PRS for MusicUK dentists could be wasting hundreds of pounds by paying fees to PRS for Music.

The case of Società Consortile Fonografici v Marco Del Corso found that broadcasting music within private dental practices in Italy does not entitle the practice to pay any remuneration.

The UK remains a member state of the European Union and while the UK remains a member state it continues to benefit from the rights, and remain bound by the obligations, under the treaties,’ The Court of Justice of the European Union recently told Dentistry.co.uk’s Neel Kothari, seeking further clarification on this.

‘Judgments of the Court of Justice of the EU apply to all member states.’

‘Ludicrous fees’

Dental practices have to pay PPL and PRS for Music in order to be licensed to play music in their practices.

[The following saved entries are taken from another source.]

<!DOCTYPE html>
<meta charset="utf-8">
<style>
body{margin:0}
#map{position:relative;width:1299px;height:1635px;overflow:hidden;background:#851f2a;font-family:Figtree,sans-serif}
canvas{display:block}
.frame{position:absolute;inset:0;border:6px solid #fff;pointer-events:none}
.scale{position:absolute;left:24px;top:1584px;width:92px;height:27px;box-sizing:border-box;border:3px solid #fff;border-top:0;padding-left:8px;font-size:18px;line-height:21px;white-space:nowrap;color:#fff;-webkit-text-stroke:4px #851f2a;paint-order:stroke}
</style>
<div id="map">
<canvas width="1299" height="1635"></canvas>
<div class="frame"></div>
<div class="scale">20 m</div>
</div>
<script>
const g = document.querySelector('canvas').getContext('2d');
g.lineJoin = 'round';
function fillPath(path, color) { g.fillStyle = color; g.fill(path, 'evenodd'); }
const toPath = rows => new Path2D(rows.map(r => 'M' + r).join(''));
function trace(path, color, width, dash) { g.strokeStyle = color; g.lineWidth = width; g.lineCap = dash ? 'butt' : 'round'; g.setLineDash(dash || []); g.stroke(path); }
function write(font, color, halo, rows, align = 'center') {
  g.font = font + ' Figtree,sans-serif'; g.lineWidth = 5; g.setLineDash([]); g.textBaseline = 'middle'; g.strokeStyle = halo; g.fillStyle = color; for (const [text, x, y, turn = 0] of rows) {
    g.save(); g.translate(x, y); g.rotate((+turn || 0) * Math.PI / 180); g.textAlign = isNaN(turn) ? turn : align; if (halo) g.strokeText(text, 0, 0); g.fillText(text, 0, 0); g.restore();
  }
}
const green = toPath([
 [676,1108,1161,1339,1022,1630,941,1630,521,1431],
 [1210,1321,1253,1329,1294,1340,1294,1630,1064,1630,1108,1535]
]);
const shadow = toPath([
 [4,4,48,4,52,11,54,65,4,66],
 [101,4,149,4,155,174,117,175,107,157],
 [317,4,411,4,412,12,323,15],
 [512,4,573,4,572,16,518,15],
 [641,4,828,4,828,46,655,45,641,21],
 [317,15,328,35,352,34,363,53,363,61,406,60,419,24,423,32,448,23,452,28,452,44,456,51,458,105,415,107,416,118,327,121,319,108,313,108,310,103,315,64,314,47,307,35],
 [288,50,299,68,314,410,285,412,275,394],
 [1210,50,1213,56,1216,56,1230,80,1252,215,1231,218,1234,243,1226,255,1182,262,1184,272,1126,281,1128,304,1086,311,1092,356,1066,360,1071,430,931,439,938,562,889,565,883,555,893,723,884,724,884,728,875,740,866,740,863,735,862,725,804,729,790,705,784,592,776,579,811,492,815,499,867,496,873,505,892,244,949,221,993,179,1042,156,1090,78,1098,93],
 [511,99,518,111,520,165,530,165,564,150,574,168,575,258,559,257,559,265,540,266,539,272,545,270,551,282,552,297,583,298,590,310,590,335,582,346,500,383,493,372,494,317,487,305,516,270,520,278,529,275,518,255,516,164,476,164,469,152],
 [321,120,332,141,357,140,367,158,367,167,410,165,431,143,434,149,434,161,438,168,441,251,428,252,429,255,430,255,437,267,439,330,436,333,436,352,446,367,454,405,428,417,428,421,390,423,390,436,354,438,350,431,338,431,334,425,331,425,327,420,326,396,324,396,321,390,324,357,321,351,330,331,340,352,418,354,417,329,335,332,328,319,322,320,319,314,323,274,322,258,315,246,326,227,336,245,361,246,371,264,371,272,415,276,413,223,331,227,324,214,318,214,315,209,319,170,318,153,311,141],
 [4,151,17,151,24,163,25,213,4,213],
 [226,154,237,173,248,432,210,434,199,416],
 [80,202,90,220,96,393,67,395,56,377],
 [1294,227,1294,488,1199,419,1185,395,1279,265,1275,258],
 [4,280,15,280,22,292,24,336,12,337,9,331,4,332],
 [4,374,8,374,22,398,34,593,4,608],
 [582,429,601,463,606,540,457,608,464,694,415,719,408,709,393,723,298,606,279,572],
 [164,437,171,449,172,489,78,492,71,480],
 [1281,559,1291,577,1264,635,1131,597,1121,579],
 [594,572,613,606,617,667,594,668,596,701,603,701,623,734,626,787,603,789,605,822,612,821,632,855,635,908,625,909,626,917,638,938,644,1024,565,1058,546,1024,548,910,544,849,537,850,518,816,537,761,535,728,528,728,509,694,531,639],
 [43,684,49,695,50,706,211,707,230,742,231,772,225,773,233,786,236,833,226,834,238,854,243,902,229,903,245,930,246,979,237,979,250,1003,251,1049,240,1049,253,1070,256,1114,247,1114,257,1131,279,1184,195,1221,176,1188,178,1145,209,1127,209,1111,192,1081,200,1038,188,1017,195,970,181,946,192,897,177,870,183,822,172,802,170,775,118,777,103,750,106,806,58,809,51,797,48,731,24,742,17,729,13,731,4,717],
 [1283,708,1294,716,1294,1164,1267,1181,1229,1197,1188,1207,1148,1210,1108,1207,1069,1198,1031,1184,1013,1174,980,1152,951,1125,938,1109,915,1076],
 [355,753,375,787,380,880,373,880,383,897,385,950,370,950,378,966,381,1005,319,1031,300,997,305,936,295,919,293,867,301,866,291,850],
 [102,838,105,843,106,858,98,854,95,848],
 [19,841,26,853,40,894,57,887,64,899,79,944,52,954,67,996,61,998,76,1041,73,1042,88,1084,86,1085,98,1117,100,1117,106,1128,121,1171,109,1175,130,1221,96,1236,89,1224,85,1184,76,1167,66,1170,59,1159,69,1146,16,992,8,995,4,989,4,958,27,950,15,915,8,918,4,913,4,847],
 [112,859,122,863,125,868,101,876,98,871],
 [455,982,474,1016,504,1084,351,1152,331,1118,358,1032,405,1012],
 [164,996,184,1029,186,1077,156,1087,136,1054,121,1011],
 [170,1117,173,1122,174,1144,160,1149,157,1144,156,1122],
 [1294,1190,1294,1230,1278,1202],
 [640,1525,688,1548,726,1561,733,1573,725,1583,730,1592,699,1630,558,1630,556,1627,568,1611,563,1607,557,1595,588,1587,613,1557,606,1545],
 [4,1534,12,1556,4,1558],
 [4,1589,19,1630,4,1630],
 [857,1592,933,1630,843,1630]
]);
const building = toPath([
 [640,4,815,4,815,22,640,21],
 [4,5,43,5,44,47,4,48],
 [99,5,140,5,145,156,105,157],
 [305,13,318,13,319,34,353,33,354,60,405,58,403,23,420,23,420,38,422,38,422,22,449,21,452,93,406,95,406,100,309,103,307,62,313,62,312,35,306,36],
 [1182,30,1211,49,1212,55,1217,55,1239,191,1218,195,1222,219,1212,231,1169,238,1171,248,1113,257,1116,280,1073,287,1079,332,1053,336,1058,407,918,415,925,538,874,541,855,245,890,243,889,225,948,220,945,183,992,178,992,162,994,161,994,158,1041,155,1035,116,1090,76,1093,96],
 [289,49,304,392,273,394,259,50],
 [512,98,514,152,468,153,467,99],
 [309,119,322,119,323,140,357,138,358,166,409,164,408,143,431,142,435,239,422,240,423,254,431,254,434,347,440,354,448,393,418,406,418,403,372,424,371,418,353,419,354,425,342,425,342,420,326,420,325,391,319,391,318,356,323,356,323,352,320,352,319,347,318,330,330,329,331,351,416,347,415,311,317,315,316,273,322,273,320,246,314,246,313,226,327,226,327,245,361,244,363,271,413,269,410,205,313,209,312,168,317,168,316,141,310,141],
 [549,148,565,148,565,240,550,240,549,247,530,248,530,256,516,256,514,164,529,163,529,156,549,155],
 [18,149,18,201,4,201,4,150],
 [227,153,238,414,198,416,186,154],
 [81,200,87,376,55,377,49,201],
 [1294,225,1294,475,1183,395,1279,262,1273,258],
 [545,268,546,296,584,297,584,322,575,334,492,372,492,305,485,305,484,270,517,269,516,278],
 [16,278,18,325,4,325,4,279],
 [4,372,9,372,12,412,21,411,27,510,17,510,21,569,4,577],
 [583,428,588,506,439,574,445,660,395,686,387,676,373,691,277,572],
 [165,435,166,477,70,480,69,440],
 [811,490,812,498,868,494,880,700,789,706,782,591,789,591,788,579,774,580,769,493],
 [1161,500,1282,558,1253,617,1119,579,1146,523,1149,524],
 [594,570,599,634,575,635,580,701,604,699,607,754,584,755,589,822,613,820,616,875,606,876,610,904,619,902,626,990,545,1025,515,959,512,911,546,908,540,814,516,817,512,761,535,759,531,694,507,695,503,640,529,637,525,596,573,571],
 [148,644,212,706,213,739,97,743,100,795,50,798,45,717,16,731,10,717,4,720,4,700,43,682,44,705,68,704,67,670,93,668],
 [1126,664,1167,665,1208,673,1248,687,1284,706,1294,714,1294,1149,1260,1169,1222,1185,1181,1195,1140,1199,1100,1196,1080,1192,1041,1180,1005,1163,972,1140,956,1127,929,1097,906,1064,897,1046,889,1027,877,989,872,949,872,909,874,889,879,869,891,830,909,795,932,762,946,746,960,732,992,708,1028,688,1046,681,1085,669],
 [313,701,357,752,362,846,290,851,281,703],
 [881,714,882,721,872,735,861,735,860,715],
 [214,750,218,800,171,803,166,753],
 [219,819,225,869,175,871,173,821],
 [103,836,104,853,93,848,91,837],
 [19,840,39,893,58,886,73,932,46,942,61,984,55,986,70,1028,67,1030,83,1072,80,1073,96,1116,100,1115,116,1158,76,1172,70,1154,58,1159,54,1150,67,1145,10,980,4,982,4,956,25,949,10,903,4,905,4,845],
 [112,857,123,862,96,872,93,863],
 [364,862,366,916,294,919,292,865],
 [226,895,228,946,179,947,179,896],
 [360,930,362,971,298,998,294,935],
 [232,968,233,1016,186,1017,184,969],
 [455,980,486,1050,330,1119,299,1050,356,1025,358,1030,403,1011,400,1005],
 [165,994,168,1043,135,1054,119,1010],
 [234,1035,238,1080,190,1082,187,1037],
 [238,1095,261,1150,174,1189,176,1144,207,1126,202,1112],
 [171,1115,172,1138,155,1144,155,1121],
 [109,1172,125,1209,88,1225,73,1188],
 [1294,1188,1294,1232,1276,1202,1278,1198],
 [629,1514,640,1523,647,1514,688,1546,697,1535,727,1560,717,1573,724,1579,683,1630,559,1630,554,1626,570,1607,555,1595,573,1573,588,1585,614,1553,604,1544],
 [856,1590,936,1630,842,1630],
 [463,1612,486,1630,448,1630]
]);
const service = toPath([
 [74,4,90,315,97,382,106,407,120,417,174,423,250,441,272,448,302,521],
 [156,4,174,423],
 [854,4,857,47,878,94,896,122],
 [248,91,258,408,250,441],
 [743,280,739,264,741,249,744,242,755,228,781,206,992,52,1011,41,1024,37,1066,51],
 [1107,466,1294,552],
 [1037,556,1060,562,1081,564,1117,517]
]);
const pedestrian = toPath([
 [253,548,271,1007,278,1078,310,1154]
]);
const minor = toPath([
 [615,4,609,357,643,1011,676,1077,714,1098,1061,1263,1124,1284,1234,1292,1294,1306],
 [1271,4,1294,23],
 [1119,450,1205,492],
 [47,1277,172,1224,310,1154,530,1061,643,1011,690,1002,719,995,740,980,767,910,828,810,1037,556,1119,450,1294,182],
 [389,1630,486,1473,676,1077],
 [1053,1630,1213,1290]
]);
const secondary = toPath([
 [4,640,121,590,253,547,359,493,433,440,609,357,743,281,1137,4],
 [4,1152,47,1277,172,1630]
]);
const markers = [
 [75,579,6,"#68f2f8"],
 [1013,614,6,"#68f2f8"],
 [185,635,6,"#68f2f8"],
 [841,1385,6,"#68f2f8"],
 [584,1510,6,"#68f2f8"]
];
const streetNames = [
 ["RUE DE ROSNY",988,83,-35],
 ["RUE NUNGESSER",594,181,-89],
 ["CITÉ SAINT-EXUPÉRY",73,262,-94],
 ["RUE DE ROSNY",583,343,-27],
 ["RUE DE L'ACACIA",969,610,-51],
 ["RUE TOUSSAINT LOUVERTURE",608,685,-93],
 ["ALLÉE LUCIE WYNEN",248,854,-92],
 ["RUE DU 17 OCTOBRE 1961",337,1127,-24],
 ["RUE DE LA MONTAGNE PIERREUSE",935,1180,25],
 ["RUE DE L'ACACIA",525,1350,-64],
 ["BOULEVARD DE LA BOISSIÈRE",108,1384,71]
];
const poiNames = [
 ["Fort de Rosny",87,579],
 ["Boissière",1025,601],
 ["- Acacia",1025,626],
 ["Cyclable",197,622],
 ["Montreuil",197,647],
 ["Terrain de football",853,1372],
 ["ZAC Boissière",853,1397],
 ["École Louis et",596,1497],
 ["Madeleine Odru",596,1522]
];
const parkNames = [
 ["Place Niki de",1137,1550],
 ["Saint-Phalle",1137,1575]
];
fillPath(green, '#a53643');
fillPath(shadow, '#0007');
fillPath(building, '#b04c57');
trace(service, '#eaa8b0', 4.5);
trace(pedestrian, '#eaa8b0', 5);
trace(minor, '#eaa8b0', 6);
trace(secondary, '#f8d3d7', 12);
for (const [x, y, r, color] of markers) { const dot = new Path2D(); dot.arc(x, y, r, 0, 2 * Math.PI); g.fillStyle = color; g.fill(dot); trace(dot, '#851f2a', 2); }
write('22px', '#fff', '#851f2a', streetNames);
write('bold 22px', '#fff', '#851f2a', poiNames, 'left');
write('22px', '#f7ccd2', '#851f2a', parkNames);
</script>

The case of Società Consortile Fonografici v Marco Del Corso applies to Italian law and was previously not understood to have applied to UK law.

The response from The Court of Justice of the European Union implies that dental practices should not have to pay this according to EU law.

The decision by the European Courts in 2012 makes perfect sense,’ Neel Kothari, practice owner and regular contributor to Dentistry.co.uk, says.

‘Of course patients don’t come to dental practices to listen to music, so why should we allow ourselves as a profession to once again be forced into paying ludicrous fees for a service we are not benefitting from.

‘The EU courts have jurisdiction over this matter and if they are happy to exempt us from payment, why should we be forced to keep paying this unfair tax?

‘UK dentistry is not a bottomless pit and every penny wasted on fees like this indirectly affects patient care.

‘If PRS feels that it is somehow exempt from this EU ruling, it really needs to explain why, as an organisation, it is above EU law.

‘In my opinion, if we have been mislead into paying unwarranted fees, we may be entitled to a refund going back many years in a similar way to the PPI scandal.’